Orinoco Tribune, April 28, 2023 —

Venezuela’s National Assembly (AN) unanimously approved the Organic Law of Asset Forfeiture, which is set to expedite the disposal of assets seized from criminals involved in corruption, terrorist activities, and drug-trafficking, to be used to serve the needs of Venezuelan citizens.

In its second discussion this Thursday, April 27, after an open and public consultation process, as well as correcting some articles and expanding the definitions of some specific concepts, the deputies of the Venezuelan parliament gave the go-ahead to the legal instrument.

“I feel very happy to declare the Organic Law of Asset Forfeiture passed,” announced Jorge Rodríguez, the president of the AN.

The head of the legislative branch further congratulated the Parliament’s Permanent Commission on Domestic Policy, headed by Deputy Diosdado Cabello, for its “clear, pristine, firm strategy; managing with a criterion of urgency and speed in the drafting and consultation process” in regard to this new law, which he considered “very important in the fight against corruption in Venezuela.”
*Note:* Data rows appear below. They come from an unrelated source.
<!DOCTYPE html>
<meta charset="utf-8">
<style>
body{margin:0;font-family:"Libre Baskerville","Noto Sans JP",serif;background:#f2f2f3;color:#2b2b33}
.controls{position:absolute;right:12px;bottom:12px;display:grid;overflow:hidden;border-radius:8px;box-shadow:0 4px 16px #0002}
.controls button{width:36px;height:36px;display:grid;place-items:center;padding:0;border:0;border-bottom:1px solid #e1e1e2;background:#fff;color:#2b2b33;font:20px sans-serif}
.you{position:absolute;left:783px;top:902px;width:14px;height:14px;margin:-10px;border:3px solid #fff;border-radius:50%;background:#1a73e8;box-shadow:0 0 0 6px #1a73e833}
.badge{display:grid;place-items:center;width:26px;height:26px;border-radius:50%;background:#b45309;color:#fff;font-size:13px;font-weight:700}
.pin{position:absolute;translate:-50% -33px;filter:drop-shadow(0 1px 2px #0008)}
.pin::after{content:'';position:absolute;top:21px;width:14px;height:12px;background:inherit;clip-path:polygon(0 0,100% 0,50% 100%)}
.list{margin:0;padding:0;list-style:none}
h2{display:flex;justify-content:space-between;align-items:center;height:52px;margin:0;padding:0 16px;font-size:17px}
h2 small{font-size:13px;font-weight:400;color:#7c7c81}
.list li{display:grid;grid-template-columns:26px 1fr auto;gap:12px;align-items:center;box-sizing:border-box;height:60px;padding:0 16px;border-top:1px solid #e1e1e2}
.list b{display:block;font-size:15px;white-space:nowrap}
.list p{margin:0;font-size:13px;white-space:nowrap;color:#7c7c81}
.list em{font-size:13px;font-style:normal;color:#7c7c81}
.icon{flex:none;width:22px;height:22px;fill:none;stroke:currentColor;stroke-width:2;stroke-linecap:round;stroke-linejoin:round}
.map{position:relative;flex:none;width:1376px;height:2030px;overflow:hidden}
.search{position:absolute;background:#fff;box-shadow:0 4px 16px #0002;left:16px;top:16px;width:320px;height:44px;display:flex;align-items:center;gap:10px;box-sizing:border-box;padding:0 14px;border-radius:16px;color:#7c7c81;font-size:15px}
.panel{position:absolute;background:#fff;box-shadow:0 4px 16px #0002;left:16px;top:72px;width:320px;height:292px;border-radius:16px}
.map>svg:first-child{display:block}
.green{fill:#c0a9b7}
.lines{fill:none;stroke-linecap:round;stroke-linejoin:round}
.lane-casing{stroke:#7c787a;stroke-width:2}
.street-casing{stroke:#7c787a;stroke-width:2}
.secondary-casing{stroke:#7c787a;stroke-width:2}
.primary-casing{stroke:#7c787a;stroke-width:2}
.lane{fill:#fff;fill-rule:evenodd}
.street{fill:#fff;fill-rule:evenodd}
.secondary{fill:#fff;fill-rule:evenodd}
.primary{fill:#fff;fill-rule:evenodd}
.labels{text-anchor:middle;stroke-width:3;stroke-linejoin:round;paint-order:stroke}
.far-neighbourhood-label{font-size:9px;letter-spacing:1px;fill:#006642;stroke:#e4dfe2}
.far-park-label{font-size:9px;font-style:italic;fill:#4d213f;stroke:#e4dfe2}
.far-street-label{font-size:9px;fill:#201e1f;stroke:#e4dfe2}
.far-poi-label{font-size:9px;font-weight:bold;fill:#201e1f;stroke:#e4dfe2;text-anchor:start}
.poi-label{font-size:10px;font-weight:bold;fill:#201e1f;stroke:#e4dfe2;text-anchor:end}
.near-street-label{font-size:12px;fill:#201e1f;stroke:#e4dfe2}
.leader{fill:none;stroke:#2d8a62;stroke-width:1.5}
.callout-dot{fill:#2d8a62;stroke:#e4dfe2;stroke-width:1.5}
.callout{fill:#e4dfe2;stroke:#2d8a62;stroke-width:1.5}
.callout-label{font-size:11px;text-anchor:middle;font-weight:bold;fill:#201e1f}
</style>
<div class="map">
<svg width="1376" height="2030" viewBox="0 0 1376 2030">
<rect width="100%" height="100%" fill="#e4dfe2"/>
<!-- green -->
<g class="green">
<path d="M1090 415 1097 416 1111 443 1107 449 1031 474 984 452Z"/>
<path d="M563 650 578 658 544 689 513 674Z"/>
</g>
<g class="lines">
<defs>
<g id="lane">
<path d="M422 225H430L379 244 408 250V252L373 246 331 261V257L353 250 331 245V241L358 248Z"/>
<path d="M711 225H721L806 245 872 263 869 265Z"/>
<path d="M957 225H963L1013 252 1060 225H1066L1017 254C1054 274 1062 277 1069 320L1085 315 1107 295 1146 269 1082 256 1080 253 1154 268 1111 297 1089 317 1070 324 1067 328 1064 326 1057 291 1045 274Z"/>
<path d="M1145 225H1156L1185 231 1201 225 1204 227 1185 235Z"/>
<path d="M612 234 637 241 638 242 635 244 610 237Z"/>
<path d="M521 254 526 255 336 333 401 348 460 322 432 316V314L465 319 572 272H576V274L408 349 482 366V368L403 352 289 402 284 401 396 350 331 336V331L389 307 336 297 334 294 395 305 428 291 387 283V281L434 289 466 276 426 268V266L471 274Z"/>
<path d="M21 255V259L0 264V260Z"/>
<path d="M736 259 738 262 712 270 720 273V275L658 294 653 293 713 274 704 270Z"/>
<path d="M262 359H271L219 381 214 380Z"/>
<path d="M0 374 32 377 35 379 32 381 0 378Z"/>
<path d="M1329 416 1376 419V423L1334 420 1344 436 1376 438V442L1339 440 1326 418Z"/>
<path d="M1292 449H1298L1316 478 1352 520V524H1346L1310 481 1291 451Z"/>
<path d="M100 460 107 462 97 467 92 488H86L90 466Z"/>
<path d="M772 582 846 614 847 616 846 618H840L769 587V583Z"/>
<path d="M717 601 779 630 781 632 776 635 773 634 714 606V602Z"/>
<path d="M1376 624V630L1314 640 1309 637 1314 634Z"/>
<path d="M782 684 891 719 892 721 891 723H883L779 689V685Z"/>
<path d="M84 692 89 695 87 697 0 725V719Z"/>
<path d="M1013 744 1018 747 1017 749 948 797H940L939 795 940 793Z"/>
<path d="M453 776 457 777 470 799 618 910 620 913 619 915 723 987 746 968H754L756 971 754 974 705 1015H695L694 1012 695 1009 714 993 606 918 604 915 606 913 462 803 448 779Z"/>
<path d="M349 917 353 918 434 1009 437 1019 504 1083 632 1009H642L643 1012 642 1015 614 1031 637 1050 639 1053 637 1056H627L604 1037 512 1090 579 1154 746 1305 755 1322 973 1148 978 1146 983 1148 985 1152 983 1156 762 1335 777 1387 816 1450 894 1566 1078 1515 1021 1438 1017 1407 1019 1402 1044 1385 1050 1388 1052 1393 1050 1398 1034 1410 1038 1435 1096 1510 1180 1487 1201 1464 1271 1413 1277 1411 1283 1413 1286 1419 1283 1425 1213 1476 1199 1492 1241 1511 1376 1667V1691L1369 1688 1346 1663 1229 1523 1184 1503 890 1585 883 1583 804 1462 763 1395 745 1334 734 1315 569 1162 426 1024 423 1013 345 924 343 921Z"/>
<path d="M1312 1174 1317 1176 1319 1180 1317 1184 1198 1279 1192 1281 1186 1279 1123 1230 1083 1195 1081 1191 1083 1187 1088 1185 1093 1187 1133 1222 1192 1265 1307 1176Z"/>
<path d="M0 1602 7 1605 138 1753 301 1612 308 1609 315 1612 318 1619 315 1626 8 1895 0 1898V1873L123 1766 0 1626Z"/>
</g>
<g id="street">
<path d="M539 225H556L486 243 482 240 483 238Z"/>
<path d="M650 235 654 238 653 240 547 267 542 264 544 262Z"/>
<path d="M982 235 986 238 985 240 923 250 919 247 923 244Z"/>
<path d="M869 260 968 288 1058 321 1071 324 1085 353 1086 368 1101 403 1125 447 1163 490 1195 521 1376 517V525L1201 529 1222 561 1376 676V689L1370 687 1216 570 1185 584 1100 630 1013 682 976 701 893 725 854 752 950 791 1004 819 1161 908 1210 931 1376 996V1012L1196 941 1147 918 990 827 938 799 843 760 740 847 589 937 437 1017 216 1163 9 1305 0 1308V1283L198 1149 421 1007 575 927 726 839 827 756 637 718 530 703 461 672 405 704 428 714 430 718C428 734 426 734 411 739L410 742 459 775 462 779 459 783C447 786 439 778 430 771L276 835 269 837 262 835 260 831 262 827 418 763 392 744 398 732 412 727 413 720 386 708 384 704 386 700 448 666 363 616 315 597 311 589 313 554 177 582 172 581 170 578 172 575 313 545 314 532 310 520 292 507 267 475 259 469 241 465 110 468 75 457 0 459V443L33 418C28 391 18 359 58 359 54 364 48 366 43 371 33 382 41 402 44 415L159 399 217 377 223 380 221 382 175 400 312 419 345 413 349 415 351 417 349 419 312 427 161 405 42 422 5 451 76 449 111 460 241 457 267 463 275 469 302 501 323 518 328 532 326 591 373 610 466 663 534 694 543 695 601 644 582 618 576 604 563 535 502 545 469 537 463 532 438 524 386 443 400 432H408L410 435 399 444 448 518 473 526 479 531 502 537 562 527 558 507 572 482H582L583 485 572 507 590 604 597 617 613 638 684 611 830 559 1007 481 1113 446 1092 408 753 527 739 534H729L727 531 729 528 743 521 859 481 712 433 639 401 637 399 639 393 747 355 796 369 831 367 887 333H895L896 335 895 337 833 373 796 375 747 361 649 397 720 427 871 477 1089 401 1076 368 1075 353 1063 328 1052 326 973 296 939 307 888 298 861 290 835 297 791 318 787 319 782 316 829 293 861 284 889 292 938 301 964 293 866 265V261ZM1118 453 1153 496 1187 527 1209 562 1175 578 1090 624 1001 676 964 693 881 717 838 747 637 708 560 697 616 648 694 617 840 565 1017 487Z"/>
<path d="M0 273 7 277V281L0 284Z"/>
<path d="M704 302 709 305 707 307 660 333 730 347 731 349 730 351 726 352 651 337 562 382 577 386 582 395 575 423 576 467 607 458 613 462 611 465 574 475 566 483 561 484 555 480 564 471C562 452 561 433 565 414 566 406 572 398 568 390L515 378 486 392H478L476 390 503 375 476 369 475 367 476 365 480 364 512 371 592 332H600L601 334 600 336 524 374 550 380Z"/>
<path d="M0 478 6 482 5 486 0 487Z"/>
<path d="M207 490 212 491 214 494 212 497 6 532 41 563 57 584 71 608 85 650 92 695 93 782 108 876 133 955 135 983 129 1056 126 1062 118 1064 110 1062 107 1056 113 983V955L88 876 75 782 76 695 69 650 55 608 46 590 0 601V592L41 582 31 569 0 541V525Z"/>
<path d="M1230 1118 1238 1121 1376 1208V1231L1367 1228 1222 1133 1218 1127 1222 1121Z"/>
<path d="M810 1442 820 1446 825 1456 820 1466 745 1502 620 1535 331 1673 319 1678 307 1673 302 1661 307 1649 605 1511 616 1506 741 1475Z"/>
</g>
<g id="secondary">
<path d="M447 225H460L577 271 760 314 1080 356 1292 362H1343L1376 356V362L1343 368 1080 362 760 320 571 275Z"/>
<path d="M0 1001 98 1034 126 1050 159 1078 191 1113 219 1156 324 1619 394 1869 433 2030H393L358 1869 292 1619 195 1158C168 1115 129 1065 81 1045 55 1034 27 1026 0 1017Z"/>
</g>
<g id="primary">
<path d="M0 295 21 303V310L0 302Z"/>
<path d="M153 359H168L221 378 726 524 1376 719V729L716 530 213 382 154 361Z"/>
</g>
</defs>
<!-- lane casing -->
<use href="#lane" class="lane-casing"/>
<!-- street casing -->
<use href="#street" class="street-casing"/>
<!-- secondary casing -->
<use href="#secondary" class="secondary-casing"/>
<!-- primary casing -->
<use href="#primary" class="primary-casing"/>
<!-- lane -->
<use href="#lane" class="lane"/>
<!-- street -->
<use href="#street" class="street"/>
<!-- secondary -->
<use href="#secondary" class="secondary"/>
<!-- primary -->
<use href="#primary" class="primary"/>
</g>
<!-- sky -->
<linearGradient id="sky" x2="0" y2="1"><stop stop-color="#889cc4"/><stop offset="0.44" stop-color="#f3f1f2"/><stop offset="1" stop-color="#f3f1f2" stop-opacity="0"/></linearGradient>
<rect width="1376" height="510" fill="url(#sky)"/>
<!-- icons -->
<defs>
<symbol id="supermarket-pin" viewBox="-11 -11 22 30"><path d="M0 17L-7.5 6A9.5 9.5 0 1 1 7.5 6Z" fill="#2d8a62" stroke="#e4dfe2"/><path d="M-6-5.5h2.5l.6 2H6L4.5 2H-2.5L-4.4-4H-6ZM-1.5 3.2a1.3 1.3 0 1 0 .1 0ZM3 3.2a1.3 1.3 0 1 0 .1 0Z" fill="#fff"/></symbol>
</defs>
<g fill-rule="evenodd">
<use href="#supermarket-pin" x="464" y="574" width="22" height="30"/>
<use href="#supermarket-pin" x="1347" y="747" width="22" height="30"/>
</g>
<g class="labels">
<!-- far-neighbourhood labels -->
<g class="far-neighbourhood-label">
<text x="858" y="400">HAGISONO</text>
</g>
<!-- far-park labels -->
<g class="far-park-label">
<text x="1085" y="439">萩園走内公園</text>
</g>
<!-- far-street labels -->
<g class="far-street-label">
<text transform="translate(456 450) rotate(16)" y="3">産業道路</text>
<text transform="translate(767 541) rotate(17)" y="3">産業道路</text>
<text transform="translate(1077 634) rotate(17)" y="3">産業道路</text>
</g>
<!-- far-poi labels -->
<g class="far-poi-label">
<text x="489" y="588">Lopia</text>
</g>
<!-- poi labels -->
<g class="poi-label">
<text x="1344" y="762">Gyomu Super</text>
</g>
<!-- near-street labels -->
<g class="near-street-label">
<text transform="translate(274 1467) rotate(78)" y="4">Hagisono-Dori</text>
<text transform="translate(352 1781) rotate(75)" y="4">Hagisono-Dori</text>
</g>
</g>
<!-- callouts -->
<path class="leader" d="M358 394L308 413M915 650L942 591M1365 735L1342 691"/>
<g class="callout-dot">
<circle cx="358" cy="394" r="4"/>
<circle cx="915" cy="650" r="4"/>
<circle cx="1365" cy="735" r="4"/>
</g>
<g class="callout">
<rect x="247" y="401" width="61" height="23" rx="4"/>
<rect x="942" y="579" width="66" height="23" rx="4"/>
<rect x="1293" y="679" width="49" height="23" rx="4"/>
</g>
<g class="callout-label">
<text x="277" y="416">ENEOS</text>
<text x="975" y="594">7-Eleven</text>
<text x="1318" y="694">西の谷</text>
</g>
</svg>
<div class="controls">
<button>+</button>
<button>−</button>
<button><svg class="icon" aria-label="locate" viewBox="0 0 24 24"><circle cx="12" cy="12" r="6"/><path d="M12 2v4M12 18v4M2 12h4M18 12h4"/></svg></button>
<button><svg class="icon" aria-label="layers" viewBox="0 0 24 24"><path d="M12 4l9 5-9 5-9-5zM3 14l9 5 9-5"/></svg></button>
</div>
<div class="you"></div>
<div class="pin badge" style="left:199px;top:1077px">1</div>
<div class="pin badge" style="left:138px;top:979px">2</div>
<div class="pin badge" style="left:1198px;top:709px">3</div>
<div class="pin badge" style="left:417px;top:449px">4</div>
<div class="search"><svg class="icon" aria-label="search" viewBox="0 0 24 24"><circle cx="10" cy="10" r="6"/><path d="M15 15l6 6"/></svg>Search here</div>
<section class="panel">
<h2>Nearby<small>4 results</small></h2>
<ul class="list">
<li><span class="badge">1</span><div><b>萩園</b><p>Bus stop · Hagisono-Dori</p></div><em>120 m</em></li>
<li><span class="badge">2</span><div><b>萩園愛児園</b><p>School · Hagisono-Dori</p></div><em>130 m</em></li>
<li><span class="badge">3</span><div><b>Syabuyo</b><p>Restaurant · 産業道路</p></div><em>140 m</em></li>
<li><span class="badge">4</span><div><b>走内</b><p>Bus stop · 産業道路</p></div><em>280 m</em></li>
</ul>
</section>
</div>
The congratulations were also extended to the legislators who, “regardless of their political ideology,” Rodríguez said, “worked together to approve this law with the haste that the case demands.”

Special commission
The AN president announced the creation of a special commission, made up of deputies from the Internal Policy, Comptrollership, and Economy commissions, for the purpose of reviewing the Venezuelan legal framework on corruption.

Rodríguez asked this commission, which will be chaired by Diosdado Cabello, to utilise the same “haste” he had referenced earlier, in this process of reviewing the existing legal framework, “to make them more energetic and efficient in the fulfillment of their goals.”

The head of the AN continued his statement, explaining that the objective is to avoid impunity being “the currency of use by the corrupt,” or “by people belonging to the private sector who are also corrupt.”